Another problem is that the audio data passed by the vader plugin is in discontinuous (in terms of timestamps) chunks. A speech might start at 1s and end at 5s. Then another speech segment might start at 15s and end at 18s. The problem is that the flacenc plugin doesn't like that and I'm not sure how to reset the clock at the end of each speech utterance.

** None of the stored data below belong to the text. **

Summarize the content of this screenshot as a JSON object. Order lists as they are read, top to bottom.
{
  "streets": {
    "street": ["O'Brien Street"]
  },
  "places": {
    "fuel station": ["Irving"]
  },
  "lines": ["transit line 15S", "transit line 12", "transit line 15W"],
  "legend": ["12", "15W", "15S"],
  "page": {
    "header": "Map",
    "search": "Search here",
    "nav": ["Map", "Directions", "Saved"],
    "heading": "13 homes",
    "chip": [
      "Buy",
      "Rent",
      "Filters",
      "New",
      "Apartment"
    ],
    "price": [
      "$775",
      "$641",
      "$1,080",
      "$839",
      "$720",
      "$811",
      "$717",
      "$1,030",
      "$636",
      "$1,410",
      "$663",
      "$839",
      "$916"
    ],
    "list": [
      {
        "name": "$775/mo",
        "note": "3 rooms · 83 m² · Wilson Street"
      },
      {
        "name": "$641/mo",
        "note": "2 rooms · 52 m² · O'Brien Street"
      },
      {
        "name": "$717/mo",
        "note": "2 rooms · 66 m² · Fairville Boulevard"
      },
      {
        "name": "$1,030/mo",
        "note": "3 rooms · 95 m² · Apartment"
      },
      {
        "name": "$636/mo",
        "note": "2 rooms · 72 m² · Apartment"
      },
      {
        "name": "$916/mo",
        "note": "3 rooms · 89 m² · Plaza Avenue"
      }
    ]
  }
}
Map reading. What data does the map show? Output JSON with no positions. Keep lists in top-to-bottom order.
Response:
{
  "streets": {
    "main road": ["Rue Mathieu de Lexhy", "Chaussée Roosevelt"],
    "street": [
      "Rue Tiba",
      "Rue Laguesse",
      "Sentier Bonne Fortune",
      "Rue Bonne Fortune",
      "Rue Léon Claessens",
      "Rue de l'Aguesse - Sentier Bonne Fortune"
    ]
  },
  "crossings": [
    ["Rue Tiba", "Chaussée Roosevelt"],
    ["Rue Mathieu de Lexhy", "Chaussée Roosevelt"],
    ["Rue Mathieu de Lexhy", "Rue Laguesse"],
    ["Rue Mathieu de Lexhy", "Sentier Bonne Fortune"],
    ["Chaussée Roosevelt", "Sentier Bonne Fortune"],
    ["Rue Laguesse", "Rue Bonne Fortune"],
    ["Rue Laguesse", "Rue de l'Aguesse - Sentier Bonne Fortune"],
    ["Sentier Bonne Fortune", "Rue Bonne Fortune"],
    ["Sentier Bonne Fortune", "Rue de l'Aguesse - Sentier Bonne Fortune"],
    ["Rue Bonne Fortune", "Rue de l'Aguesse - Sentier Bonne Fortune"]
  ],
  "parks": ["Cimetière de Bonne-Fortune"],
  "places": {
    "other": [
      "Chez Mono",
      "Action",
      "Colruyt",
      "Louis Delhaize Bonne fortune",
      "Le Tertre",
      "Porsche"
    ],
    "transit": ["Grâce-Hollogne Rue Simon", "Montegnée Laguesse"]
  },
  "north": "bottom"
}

I tried using audiorate but that inserted X amount of silence at the beginning to compensate for the different timestamps. 

Can anyone help me find a reasonable solution to my problems? 

Thank you in advance,
Alex. 

_______________________________________________
gstreamer-devel mailing list
[hidden email]
http://lists.freedesktop.org/mailman/listinfo/gstreamer-devel
Reply | Threaded
Open this post in threaded view
| More
Print post
Permalink

Re: Encoding speech utterances in flac (discontinuous chunks problem)

Stefan Sauer
1413 posts
On 02/26/2012 10:09 PM, Alex K wrote:
Hello, 

I am working on extracting speech out of a live microphone stream. The speech must be in  flac format and stored in memory for further processing. 

Currently I am using pocketsphinx's vader plugin to do voice activity detection. And a fakesink in order to store the result in memory without writing it to file. 

The pipeline that I currently have looks like this:
"gconfaudiosrc ! audioconvert ! audioresample ! vader auto-threshold=true ! flacenc ! fakesink"

The vader plugin provides two signals to indicate the start and end of a speech utterance:
1) vader-start
2) vader-stop

I use the fakesink's handoff signal in order to buffer the incremental results, and finally I hook up to vader's "vader-stop" and "vader-start" signals to flush the buffer and further process it.
What extactly are you doing in the vader-start/stop signal handlers?

 Currently I am just dumping the results to different files (each file is a different utterance) to play it back to examine it. 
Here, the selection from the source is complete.